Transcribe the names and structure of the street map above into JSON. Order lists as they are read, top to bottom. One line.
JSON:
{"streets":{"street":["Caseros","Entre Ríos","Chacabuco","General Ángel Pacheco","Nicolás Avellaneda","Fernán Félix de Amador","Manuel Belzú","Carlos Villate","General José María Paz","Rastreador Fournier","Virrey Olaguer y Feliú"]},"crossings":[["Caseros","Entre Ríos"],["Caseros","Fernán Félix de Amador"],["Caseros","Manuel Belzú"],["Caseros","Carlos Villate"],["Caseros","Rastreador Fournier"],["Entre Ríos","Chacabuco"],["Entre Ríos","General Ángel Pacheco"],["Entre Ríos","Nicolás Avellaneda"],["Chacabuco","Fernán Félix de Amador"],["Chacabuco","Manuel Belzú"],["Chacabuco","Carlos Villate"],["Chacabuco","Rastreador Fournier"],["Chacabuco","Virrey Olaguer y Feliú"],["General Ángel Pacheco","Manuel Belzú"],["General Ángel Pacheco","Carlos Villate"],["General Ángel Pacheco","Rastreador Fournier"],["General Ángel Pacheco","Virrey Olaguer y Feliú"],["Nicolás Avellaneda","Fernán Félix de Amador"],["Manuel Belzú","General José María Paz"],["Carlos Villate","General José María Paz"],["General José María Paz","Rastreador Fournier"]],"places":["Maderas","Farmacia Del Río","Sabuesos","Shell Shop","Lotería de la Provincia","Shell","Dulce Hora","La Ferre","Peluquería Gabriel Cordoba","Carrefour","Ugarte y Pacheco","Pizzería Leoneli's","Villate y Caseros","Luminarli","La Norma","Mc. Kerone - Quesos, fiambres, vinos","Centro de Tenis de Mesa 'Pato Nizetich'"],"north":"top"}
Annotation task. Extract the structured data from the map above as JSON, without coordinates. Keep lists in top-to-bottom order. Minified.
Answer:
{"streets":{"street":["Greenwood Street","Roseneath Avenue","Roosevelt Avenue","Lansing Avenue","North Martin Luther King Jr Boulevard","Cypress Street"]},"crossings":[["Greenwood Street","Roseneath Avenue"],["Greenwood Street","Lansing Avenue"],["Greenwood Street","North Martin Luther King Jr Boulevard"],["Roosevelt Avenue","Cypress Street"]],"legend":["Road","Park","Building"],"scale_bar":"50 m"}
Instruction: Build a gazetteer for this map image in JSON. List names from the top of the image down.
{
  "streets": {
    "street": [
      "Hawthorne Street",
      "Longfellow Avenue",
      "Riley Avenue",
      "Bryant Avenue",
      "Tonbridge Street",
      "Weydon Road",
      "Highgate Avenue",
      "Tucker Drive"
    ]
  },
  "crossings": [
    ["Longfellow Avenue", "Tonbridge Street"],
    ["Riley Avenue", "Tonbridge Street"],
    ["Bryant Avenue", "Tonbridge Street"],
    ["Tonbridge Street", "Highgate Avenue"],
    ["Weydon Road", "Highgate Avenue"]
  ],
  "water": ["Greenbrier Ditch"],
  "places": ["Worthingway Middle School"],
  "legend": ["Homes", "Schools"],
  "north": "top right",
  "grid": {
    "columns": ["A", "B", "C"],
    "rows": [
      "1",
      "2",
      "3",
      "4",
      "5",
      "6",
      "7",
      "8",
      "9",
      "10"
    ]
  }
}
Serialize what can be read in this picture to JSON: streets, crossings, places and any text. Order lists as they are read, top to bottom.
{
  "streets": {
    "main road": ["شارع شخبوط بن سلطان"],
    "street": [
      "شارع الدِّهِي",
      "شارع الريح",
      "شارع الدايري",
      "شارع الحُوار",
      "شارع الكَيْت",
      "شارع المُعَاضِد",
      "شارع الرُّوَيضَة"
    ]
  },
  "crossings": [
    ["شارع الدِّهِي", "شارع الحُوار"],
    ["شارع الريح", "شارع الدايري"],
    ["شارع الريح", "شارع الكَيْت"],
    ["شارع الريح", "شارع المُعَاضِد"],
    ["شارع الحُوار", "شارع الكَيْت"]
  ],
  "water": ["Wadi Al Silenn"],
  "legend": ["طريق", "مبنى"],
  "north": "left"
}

◆ ◆ ◆

» PROBLEM TO WORK ON
Nothing but the lines from the one containing "Serialize what can" through the final line of the listing above belongs in the answer; set them down exactly.

» RESPONSE AREA
Serialize what can be read in this picture to JSON: streets, crossings, places and any text. Order lists as they are read, top to bottom.
{
  "streets": {
    "main road": ["شارع شخبوط بن سلطان"],
    "street": [
      "شارع الدِّهِي",
      "شارع الريح",
      "شارع الدايري",
      "شارع الحُوار",
      "شارع الكَيْت",
      "شارع المُعَاضِد",
      "شارع الرُّوَيضَة"
    ]
  },
  "crossings": [
    ["شارع الدِّهِي", "شارع الحُوار"],
    ["شارع الريح", "شارع الدايري"],
    ["شارع الريح", "شارع الكَيْت"],
    ["شارع الريح", "شارع المُعَاضِد"],
    ["شارع الحُوار", "شارع الكَيْت"]
  ],
  "water": ["Wadi Al Silenn"],
  "legend": ["طريق", "مبنى"],
  "north": "left"
}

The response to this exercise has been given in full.